Keuntungan Kolonoskopi Tanpa Rasa Sakit

  Dalam beberapa tahun terakhir, dengan perubahan spektrum penyakit, kejadian kanker kolorektal semakin meningkat dan menjadi lebih muda. Menurut lembaga berwenang, kanker kolorektal di Shanghai, terlepas dari pria atau wanita, dengan tegas berada di posisi kedua.

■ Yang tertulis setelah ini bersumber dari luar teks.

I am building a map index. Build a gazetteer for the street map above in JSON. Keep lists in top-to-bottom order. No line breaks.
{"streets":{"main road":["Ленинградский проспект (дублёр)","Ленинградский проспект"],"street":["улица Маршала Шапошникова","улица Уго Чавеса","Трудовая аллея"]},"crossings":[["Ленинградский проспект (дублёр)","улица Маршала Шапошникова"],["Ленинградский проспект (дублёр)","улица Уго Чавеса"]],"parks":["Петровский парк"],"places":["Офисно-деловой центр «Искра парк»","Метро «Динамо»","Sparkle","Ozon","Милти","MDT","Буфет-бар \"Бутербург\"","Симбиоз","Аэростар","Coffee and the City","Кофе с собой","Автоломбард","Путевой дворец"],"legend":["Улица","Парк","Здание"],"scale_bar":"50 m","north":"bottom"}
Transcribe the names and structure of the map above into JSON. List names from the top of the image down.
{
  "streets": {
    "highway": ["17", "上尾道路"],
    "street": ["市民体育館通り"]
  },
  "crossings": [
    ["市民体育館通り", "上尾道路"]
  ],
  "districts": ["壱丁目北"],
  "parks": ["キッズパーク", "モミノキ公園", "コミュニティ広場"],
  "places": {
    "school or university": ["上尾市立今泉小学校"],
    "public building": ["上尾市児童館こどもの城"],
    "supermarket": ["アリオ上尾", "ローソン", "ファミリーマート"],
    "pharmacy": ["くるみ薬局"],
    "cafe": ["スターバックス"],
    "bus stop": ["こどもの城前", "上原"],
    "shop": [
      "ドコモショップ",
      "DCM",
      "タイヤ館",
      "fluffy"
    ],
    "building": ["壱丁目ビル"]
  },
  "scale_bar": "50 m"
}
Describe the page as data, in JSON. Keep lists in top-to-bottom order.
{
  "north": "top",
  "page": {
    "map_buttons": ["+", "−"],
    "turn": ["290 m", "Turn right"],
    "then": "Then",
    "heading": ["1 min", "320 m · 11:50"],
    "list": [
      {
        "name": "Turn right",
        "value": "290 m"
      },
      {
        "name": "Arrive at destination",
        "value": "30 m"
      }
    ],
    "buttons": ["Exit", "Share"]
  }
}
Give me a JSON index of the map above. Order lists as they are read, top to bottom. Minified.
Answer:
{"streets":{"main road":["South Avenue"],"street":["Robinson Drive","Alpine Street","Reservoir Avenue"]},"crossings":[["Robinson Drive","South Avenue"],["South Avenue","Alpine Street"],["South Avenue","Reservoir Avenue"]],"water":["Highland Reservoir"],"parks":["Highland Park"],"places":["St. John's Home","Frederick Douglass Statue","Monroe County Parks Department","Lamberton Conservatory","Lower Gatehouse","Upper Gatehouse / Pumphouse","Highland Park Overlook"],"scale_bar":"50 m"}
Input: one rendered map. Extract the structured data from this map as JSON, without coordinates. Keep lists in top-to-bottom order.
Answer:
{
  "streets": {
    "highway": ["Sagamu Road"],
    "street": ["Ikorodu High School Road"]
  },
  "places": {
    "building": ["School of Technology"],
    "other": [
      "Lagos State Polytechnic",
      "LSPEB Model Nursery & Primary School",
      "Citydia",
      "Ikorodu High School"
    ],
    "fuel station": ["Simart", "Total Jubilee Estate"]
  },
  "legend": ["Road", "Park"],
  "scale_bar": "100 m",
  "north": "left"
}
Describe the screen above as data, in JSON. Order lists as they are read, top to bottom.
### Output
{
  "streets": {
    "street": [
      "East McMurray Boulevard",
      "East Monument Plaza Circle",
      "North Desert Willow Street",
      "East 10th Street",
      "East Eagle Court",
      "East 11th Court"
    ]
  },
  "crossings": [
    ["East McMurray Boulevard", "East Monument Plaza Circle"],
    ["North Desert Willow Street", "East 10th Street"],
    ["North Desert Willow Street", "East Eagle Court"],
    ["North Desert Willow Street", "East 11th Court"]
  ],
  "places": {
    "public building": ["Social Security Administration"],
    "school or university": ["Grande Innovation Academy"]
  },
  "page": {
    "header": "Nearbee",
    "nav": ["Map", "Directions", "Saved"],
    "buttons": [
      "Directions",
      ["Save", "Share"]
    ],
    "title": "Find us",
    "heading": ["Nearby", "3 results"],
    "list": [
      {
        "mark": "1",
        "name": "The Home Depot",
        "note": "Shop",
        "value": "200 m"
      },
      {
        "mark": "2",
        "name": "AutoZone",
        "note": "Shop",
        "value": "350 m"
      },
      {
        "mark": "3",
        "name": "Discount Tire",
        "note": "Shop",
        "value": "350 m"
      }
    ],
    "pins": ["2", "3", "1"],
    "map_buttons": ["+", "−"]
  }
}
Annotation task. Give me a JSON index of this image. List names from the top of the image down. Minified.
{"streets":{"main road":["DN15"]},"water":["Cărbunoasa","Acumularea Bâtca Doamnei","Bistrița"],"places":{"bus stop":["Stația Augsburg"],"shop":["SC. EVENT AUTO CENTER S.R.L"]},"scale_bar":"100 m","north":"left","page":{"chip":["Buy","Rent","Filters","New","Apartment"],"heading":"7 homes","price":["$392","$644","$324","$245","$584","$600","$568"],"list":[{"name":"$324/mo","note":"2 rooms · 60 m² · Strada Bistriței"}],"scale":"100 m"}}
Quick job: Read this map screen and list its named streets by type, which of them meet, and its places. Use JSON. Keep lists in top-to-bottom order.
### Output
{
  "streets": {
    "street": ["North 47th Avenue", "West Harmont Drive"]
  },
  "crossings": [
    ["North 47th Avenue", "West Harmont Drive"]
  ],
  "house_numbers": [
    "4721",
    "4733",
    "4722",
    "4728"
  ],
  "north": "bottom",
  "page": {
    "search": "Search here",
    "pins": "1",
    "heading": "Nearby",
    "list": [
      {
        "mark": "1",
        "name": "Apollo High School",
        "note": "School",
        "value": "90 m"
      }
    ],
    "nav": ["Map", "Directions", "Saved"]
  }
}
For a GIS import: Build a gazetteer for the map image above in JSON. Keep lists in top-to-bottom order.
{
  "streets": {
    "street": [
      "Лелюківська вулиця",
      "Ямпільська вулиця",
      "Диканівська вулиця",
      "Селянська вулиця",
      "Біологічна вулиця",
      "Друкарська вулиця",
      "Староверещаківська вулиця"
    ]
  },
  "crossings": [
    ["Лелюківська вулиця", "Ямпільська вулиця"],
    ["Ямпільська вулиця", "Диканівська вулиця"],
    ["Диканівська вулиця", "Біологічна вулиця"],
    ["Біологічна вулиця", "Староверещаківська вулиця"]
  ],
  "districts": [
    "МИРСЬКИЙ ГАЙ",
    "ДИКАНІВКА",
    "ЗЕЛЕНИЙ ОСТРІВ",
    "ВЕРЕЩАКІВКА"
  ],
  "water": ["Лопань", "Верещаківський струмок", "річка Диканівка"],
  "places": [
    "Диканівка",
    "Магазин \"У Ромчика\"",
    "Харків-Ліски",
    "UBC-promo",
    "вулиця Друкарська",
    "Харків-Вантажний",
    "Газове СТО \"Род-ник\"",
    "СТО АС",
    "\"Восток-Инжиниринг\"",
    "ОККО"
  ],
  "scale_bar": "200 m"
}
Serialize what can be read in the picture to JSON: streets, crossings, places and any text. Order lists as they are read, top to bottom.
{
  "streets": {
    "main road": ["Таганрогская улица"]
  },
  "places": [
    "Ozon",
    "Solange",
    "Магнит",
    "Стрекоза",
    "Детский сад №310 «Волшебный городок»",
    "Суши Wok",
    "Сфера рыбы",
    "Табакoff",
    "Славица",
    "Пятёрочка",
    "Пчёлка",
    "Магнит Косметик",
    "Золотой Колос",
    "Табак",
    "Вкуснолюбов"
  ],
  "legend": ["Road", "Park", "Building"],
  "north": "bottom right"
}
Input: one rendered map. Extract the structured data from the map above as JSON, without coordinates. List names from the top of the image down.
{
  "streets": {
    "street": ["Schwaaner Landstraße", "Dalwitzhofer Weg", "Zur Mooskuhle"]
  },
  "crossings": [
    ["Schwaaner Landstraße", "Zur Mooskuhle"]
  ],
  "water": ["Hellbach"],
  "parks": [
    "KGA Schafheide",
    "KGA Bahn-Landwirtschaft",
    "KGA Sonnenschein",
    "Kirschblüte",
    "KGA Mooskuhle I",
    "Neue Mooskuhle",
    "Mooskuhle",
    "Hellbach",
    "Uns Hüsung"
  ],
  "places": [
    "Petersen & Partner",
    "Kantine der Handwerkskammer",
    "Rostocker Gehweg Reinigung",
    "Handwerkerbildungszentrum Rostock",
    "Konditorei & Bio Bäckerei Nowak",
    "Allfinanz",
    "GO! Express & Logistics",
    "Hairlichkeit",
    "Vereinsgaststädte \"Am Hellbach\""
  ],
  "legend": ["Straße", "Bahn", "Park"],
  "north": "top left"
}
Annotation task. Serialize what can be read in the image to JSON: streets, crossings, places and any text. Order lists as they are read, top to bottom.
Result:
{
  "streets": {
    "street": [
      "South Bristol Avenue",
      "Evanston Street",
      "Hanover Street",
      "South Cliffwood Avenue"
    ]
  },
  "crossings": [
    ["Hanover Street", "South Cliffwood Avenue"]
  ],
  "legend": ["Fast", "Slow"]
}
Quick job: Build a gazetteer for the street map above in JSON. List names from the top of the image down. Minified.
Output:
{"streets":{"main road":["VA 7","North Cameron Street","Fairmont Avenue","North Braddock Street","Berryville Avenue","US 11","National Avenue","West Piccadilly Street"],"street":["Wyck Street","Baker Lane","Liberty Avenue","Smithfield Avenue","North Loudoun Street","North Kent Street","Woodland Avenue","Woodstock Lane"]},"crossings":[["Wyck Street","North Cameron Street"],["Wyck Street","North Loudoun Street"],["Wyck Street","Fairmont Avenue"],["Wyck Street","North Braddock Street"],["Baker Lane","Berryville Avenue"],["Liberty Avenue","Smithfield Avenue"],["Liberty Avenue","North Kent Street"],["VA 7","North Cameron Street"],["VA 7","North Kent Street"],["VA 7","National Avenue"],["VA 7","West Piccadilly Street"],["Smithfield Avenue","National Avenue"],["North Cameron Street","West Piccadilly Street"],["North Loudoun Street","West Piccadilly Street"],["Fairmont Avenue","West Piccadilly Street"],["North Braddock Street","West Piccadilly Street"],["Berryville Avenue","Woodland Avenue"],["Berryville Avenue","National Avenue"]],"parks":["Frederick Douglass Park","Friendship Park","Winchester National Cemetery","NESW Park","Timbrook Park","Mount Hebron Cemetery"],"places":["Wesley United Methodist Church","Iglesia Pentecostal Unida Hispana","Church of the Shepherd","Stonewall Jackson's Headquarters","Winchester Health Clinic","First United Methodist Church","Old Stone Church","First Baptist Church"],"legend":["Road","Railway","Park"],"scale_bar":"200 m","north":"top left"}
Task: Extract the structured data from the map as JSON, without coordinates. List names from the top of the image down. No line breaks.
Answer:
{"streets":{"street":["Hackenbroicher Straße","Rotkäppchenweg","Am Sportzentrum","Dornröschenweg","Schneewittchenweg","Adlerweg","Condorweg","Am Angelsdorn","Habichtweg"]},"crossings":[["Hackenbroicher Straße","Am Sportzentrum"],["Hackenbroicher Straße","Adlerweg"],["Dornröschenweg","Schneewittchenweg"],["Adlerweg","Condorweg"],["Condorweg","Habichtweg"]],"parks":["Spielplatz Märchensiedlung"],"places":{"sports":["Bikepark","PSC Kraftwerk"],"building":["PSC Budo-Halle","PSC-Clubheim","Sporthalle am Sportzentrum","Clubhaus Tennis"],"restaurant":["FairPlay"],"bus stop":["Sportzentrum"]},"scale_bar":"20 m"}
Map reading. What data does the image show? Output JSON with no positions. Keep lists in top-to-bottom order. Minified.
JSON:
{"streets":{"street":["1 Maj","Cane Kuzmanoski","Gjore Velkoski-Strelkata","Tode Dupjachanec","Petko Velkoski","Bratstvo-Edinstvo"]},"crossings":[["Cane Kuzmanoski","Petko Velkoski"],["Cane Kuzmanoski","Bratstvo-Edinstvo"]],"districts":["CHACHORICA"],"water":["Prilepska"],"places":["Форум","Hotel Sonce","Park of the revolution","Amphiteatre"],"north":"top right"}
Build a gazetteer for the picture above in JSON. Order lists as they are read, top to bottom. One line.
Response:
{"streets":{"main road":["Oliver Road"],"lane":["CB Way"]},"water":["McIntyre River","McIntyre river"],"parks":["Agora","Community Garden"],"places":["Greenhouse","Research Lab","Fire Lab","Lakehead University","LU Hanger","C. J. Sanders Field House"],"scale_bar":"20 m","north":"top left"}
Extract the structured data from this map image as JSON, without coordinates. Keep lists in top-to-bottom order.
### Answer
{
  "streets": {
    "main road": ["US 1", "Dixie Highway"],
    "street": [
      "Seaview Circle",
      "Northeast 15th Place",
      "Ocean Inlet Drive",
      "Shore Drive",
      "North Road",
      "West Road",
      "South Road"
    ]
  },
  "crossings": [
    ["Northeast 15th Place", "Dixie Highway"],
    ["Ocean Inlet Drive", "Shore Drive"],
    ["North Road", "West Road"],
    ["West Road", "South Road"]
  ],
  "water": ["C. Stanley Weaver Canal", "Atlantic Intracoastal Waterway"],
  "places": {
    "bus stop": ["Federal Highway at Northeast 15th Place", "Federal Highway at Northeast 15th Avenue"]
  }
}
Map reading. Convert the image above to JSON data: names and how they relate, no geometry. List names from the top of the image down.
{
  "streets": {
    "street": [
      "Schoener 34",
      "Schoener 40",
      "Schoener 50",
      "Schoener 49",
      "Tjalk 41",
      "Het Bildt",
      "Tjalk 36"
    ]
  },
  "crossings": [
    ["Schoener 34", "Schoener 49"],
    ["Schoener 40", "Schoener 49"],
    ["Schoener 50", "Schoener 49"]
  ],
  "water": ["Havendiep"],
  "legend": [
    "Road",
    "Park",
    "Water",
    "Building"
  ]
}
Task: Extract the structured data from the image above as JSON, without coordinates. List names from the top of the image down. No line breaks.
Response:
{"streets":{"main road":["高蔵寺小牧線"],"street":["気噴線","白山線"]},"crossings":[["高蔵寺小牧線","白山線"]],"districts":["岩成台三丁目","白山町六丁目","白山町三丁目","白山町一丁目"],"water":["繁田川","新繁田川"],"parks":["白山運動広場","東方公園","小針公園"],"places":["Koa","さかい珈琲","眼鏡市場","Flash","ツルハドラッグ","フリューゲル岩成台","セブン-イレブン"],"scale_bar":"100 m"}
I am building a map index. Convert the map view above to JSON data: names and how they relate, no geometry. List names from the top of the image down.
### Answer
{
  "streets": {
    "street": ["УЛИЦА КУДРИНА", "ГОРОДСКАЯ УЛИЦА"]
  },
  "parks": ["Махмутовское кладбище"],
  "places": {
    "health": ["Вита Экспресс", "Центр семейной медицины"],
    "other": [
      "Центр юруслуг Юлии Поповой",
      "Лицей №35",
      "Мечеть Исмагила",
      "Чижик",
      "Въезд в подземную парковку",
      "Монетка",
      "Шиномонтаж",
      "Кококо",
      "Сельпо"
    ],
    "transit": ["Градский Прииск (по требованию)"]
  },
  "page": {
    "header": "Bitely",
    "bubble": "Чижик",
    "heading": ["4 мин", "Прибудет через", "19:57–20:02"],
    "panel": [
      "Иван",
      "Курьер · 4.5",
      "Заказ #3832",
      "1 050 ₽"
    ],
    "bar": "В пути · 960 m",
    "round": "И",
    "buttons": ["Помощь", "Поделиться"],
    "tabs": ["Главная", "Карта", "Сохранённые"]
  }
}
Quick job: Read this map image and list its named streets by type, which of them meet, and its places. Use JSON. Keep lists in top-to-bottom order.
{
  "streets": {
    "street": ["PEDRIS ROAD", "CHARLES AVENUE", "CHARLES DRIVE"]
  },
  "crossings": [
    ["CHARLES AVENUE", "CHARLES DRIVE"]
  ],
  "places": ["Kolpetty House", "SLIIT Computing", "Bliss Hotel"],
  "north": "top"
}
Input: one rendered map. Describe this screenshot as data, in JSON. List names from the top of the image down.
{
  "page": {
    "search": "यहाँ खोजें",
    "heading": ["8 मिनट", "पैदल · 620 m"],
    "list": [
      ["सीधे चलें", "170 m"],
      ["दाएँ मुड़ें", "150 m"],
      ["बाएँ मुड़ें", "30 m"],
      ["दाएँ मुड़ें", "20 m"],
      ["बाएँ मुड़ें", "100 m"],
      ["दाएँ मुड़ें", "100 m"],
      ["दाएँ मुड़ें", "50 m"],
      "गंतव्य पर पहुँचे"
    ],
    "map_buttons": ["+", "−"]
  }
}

Kolonoskopi adalah metode diagnostik yang digunakan oleh dokter untuk memeriksa lesi di dalam usus besar dan kolon, dan memiliki peran yang tak tergantikan dalam mendiagnosis lesi okupasi usus, polip usus, ulkus kolon, kolitis kronis atau patologi penjepitan dan operasi invasif minimal di bawah kolonoskopi, dan masih merupakan cara termudah, teraman dan paling efektif untuk mendeteksi tumor usus dan lesi prakanker.  Kolonoskopi tanpa rasa sakit adalah cara yang aman dan efektif untuk melakukan kolonoskopi dan pengobatan dalam waktu singkat sementara pasien tidur, menggunakan anestesi umum.  Keuntungannya adalah: kepatuhan pasien yang tinggi, tidak ada gangguan selama pemeriksaan karena intoleransi, dan keadaan rileks bagi pasien, memungkinkan pandangan yang jelas dari pemeriksa dan pemeriksaan yang menyeluruh dan komprehensif.  Kolonoskopi harus dilakukan untuk: 1, pasien dengan radang usus, pengobatan jangka panjang, pengobatan jangka panjang; 2, diare jangka panjang, sakit perut, pengobatan konstipasi tidak efektif; 3, berusia lebih dari 40 tahun, kebiasaan buang air besar berubah atau tubuh baru-baru ini kehilangan berat badan dengan cepat; 4, lendir, nanah, dan darah dalam tinja; 5, gatal-gatal jangka panjang di anus atau penurunan perianal jangka panjang; 6, tumor usus besar, polip, atau penyakit radang usus besar tindak lanjut rutin.